皆さんにも読んで頂きたいのでシェアさせて下さい。

(11)
結婚届・離婚届の部分でがとても興味深かった。ただ単に、現状認印で可にしているものだから無くしても良いというわけでなく、そのもの自体の重要さについて改めて考えながらどうしていくか考えていく必要があると感じた。また、「判子に甘えてきた」という言葉も印象に残った。意識せずにそういうものだと思って判子を押してきた文化は日常生活の中でいくつもあるなと思った。
質問に対する答えの部分
職人といえば、「どんな時も高いレベルで安定して仕事ができる」という印象を勝手に持っていた。しかし、高いレベルを出すためにとても繊細であり、職人の人であっても日常生活の小さなこと(喧嘩や美味しいものを食べるなど)でパフォーマンスは変わるのだと分かった。一流の人ですらそうである、と分かったことは今後の生きていく上で自分自身に言い聞かせることとして役に立ちそうだと思った。

(12)
今後のはんこの価値はどんどんと変わってくることが考えられるが決してなくならないものであると私は感じている。特に実印と呼ばれるハンコに関しては、今後の意思決定にも重要なものであり、自分も社会人になる前に自分の実印を作ろうと今日の授業を通じて感じた。

(13)
昔の判子の需要に驚かされた。
極端な話なくてもいいものが世の中にあるが、それを無くしてしまうと面白みが消えてしまうのだと気付かされた。機能的にはなくても良くとも、精神的には必要なものを大事にしていきたい。

(14)
仕事にとても誇りを持っていてかっこいいなと思った。脱はんこというのは、文化が無くなるだけでなく大切な職人さん達もいなくなってしまうのだと気づき、余計無くなってほしくないなと思った。

(15)
個人的には、デジタル化してほしいと思ってたのですが、今日の水嶋さんのお話を聞いてデジタル化していいこともある一方で逆にアナログのほうがいいこともあるんだなと感じました。デジタル化したらコロナ禍での対応が大変になったというのは確かになと思うし書類の郵送のほうがいい場合もある。そう考えると脱ハンコも容易に進めていくべきではないのかなと感じました。余談ですが最後にお話しされていた学校から卒業するときにもらう名前のハンコですが私ももらったんですが、結局使うことはなく棚にしまってあります。

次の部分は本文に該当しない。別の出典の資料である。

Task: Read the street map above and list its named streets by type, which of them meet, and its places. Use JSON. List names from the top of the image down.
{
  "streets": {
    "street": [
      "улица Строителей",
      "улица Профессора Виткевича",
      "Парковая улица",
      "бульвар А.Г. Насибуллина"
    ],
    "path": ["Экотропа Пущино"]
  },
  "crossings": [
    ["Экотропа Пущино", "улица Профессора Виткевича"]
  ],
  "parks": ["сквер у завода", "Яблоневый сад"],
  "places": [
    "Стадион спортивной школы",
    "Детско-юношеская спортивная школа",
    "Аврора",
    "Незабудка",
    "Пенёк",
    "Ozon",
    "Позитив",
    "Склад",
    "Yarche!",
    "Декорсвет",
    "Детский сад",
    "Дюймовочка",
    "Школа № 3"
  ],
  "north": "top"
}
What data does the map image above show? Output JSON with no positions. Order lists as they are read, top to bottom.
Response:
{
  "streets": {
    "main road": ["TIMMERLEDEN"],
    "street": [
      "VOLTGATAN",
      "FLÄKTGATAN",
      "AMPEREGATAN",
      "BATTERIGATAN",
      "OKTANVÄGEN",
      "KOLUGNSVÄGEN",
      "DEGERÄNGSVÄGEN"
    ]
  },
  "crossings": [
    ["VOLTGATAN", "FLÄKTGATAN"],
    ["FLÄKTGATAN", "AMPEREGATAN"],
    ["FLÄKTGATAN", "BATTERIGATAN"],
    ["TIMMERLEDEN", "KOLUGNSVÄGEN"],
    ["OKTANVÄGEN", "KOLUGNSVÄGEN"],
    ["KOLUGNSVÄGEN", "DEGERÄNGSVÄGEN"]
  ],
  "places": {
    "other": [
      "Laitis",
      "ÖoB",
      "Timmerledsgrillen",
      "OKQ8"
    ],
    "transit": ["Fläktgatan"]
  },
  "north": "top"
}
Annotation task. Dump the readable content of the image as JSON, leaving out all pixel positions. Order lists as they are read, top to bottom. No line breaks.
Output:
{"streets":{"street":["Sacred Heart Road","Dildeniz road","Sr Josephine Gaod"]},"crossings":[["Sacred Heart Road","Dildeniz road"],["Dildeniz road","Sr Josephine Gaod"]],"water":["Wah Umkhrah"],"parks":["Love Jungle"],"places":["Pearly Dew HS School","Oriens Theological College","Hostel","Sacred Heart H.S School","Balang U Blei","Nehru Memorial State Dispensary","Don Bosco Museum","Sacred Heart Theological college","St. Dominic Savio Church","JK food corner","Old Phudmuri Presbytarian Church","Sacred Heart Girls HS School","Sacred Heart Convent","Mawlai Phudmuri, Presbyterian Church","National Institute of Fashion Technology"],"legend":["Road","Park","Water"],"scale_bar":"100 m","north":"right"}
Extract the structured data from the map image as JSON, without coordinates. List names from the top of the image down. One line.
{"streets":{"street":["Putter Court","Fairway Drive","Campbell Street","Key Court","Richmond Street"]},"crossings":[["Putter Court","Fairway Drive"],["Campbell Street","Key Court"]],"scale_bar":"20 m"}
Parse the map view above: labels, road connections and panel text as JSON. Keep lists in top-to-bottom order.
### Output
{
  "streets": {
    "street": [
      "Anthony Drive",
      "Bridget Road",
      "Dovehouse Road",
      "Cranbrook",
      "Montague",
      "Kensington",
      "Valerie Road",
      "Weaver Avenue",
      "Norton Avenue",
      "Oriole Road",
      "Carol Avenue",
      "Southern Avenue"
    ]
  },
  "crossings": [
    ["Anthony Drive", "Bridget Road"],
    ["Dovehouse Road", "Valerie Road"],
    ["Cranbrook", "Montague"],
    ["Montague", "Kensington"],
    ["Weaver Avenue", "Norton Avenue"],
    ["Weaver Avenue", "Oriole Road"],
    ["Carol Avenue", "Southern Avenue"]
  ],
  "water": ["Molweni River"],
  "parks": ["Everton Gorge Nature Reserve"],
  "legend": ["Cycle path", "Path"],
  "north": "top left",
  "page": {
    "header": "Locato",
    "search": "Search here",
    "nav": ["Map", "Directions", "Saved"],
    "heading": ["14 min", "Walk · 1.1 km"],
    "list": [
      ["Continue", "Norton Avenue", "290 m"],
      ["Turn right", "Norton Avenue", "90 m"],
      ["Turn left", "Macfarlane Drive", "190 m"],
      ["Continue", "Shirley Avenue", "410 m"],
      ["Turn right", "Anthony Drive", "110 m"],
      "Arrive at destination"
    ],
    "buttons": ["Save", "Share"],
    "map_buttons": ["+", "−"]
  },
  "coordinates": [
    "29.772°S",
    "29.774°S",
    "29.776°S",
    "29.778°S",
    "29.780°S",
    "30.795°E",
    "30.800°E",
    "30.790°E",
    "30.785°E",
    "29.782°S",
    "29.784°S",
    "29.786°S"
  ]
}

僕の講義を聞いた上での課題だったので、皆さん「はんこ擁護」になってしまうかと心配でしたが、
そんな事は全くなくバッサリと「無駄!」と切り捨てて下さいました(笑)
その上で無駄ではない大切な押印の意味する事や、合理化だけで物事を図り決める危険性など、
しっかりと肌で理解して下さったと感じました。

アナログもデジタルも選択肢です。
合理化の元に意思決定の選択肢を無くす事、あるいは狭める事。
それは意思決定の重要性を軽んじる一歩に繋がるのではないでしょうか?

人生に一回、二回三回あるか解らないような大切な意思決定。
そんな人生の岐路、従来通りの意思決定で一体どんな不満があるのでしょう。
時には二歩進み一歩下がる、想像よりも多くの時間を費やすかも知れません。
しかし大切な意思決定はそうあるべきだとは思えませんか?

今回、まだ重要な意思決定を体験していない学生さんの声を聴いて感じた事があります。
それは「改革を進めている方々は重要な意思決定に慣れてしまっている」のではないでしょうか。
デジタルが得意な方・疎い方だけでなく、年齢や経験についてもしっかりと考えて、
意思決定の選択肢を考えるべきだと思います。
実印は残し認印は無くす、そんな簡単な線引きでは見落とす事はたくさんあります。